• _What to produce_:
Determine the number of lines below that contain the string "evenodd", and state only that number.

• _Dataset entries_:
○ ○ ○

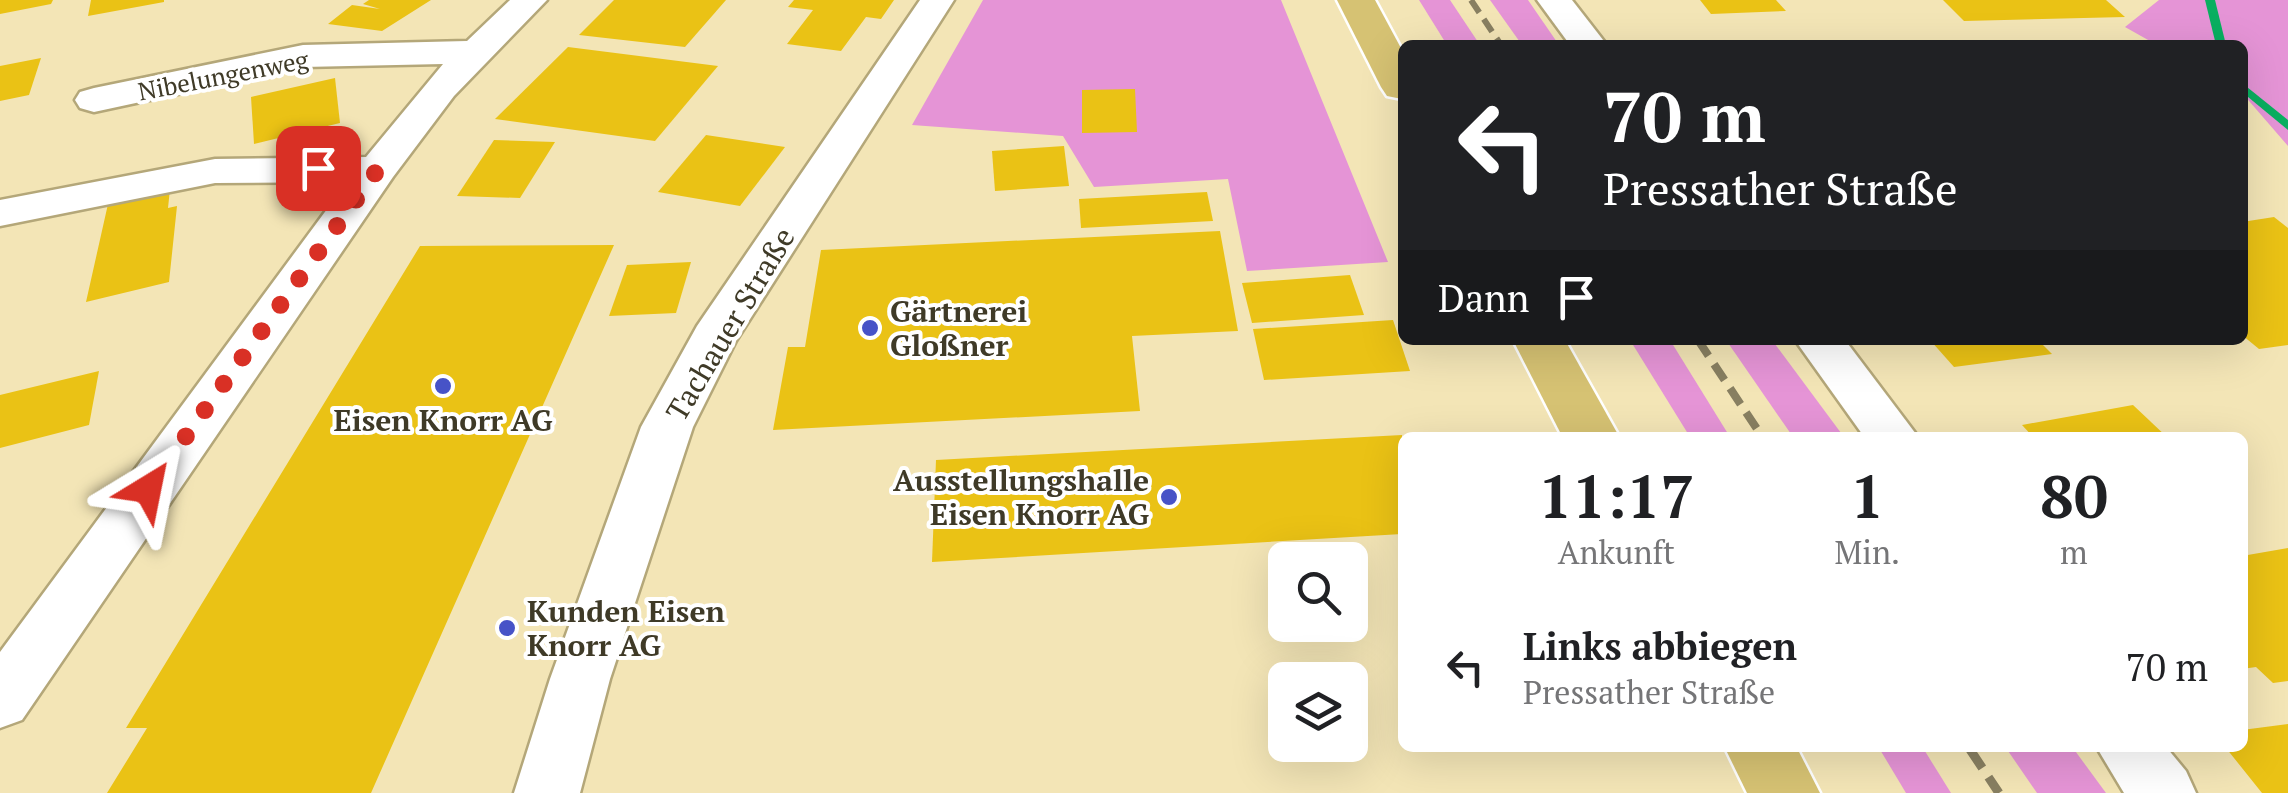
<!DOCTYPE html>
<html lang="de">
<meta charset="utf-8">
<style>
:root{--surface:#fff;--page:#f6f6f6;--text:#202124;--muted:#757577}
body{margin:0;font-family:"PT Serif",serif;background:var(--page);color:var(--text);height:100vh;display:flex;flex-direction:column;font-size:38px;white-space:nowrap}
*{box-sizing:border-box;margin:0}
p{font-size:32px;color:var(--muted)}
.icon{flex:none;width:55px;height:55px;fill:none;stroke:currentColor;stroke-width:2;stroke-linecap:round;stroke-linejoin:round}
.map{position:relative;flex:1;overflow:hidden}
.details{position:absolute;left:1398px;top:432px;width:850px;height:320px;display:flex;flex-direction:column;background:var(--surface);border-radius:15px;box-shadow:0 10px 40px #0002}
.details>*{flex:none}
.guide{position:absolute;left:1398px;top:40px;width:850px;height:305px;border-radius:15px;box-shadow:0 10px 40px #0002;background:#202124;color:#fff;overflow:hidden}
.tools{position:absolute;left:1268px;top:542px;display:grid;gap:20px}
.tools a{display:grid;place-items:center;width:100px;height:100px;border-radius:15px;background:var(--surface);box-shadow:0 10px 40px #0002;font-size:50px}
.pin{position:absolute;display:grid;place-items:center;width:85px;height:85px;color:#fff;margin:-42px;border-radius:20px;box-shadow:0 5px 15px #0006}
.me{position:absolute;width:110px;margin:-55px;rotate:35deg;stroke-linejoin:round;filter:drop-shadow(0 0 8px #0008)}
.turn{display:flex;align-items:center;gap:35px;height:210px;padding:0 40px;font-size:45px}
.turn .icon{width:130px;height:130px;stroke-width:2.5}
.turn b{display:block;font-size:70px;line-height:85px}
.then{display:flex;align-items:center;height:95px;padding:0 40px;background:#0003;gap:20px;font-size:38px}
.eta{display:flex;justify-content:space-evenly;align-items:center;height:170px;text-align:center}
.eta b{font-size:60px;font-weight:600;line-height:70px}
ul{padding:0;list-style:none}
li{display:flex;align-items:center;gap:30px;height:130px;padding:0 40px}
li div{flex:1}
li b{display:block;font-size:38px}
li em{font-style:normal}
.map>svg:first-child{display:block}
.green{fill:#e594d6}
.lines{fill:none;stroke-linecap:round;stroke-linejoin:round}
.stream{fill:#09af60;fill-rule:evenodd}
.building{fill:#eac215}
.minor-casing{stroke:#b4a779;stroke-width:5}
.major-casing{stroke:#fff;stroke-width:5}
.minor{fill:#fff;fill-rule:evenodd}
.major{fill:#d6c273;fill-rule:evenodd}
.rail-far2{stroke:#887f61;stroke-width:6;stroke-dasharray:15 8;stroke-linecap:butt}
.rail-far1{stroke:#887f61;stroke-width:8;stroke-dasharray:19 10;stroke-linecap:butt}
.rail{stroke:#887f61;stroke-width:9;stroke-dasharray:24 11;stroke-linecap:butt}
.route{stroke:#d93025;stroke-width:18;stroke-dasharray:0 32.4}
.poi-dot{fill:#4753c7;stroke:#fff;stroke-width:4}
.labels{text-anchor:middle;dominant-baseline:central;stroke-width:8;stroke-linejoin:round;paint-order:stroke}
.far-street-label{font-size:25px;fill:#3f3a27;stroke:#fff}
.poi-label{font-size:30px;font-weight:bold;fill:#3f3a27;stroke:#fff;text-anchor:start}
.street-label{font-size:30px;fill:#3f3a27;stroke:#fff}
</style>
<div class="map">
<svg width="2288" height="793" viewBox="0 0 2288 793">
<rect width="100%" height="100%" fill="#f3e5b6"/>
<!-- green -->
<g class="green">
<polygon points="983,0 1281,0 1388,262 1247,271 1228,179 1094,187 1063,136 912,125"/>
<polygon points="1419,0 1450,0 1480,45 1447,45"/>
<polygon points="1490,0 1528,0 1559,45 1522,45"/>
<polygon points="2159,0 2288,0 2288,146 2243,94 2242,45 2157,45 2125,27"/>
<polygon points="1630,340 1670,340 1730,437 1690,437"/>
<polygon points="1726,340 1772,340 1844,437 1793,437"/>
<polygon points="1879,748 1923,748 1951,793 1906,793"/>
<polygon points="2006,748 2073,748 2106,793 2037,793"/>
</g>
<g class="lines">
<!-- stream -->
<g class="stream">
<polygon points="2205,0 2215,0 2226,45 2216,45"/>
<polygon points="2242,83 2288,120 2288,130 2242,92"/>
</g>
</g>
<!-- building -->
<g class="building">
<polygon points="0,0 53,0 51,4 0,14"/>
<polygon points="91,0 164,0 164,2 88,16"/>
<polygon points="369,0 431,0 382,31 328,24 352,5 380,9 363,4"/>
<polygon points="614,0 726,0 685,47 579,35"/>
<polygon points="794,0 894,0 881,19 866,17 841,51 787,44 813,10 788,7"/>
<polygon points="1700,0 1776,0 1786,11 1711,14"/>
<polygon points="1943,0 2106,0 2125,17 1964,21"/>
<polygon points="568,47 718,66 655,141 495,119"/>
<polygon points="41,58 29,95 0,101 0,66"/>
<polygon points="335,78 340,123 254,144 251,97"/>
<polygon points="1135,89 1137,132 1082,133 1082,90"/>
<polygon points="706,135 785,147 740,206 658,192"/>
<polygon points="494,140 555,142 520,198 457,196"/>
<polygon points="1064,146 1069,186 995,191 992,151"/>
<polygon points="170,189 168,208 177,206 169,282 86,302 108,204"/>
<polygon points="1207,192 1213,221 1081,228 1079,199"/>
<polygon points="2274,217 2288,228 2288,345 2259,349 2242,335 2242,222"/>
<polygon points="1220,231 1238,331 1132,336 1140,411 773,430 788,347 805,347 821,250"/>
<polygon points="614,245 371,793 107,793 147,728 126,728 420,246"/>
<polygon points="691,262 676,313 609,316 627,265"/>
<polygon points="1350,275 1364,315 1252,323 1242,283"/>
<polygon points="1393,320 1410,371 1264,380 1253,329"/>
<polygon points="1930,340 2038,340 2052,354 1954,367"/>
<polygon points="99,371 89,425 0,448 0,395"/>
<polygon points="2133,405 2168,438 2034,438 2022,425"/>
<polygon points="1402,435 1402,534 932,562 936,460"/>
<polygon points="2288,548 2288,681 2273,683 2256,667 2242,669 2242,556"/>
<polygon points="2288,724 2288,793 2262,793 2226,748 2242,748 2242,730"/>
</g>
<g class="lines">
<!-- minor casing -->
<g class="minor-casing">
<g id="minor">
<polygon points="510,0 547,0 454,96 393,177 22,720 0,728 0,652 347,182 215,183 0,226 0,200 215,159 366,157 443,64 303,67 94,112 80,108 75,100 80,92 94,88 303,45 467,41"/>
<polygon points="920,0 954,0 736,341 693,427 610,679 580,793 514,793 550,679 641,427 697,326"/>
<polygon points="1537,0 1572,0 1607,45 1570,45"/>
<polygon points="1795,340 1845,340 1919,438 1865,438"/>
<polygon points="2097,748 2167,748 2186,771 2196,793 2124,793"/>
</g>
</g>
<!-- major casing -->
<g class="major-casing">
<g id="major">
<polygon points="1337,0 1375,0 1402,50 1402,99 1387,96 1381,87"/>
<polygon points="1513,340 1565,340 1620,438 1563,438"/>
<polygon points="1725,748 1797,748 1820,793 1747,793"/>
</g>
</g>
<!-- minor -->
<use href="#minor" class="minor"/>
<!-- major -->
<use href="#major" class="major"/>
<!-- rail-far2 -->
<polyline class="rail-far2" points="1471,0 1501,45"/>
<!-- rail-far1 -->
<polyline class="rail-far1" points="1698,340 1763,438"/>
<!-- rail -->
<polyline class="rail" points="1969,748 1999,793"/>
</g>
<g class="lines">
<!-- route -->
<polyline class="route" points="148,489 378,169 318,168"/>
</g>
<!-- markers -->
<g class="poi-dot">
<circle cx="870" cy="328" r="10"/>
<circle cx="443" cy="386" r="10"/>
<circle cx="1169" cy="497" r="10"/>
<circle cx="507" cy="628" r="10"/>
</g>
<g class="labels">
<!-- far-street labels -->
<g class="far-street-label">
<text transform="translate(223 75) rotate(-11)">Nibelungenweg</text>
</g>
<!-- poi labels -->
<g class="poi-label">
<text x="890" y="311">Gärtnerei<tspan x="890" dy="34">Gloßner</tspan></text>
<text x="443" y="420" text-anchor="middle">Eisen Knorr AG</text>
<text x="1149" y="480" text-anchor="end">Ausstellungshalle<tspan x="1149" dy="34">Eisen Knorr AG</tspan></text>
<text x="527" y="611">Kunden Eisen<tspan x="527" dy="34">Knorr AG</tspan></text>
</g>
<!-- street labels -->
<g class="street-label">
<text transform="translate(730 324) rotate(-59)">Tachauer Straße</text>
</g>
</g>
</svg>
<div class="tools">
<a><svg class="icon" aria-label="search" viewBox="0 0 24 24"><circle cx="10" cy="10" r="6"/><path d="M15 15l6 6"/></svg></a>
<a><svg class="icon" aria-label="layers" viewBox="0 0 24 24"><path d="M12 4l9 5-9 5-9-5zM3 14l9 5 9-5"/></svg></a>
</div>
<div class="pin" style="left:318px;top:168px;background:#d93025"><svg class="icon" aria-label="arrive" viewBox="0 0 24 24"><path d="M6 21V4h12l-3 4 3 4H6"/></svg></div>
<svg class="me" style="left:148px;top:489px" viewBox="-20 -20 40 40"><path d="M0-17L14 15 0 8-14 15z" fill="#d93025" stroke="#fff" stroke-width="4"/></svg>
<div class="guide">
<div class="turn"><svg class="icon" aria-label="left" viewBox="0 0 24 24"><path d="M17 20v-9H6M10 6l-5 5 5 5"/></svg><div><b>70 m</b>Pressather Straße</div></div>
<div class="then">Dann<svg class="icon" aria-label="arrive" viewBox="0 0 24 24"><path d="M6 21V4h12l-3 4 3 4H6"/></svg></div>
</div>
<section class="details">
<div class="eta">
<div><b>11:17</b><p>Ankunft</p></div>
<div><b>1</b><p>Min.</p></div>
<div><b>80</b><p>m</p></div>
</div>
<ul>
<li><svg class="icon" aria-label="left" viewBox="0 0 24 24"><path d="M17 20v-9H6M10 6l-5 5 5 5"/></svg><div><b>Links abbiegen</b><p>Pressather Straße</p></div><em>70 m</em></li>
</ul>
</section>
</div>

○ ○ ○

• _Exercise result_:
3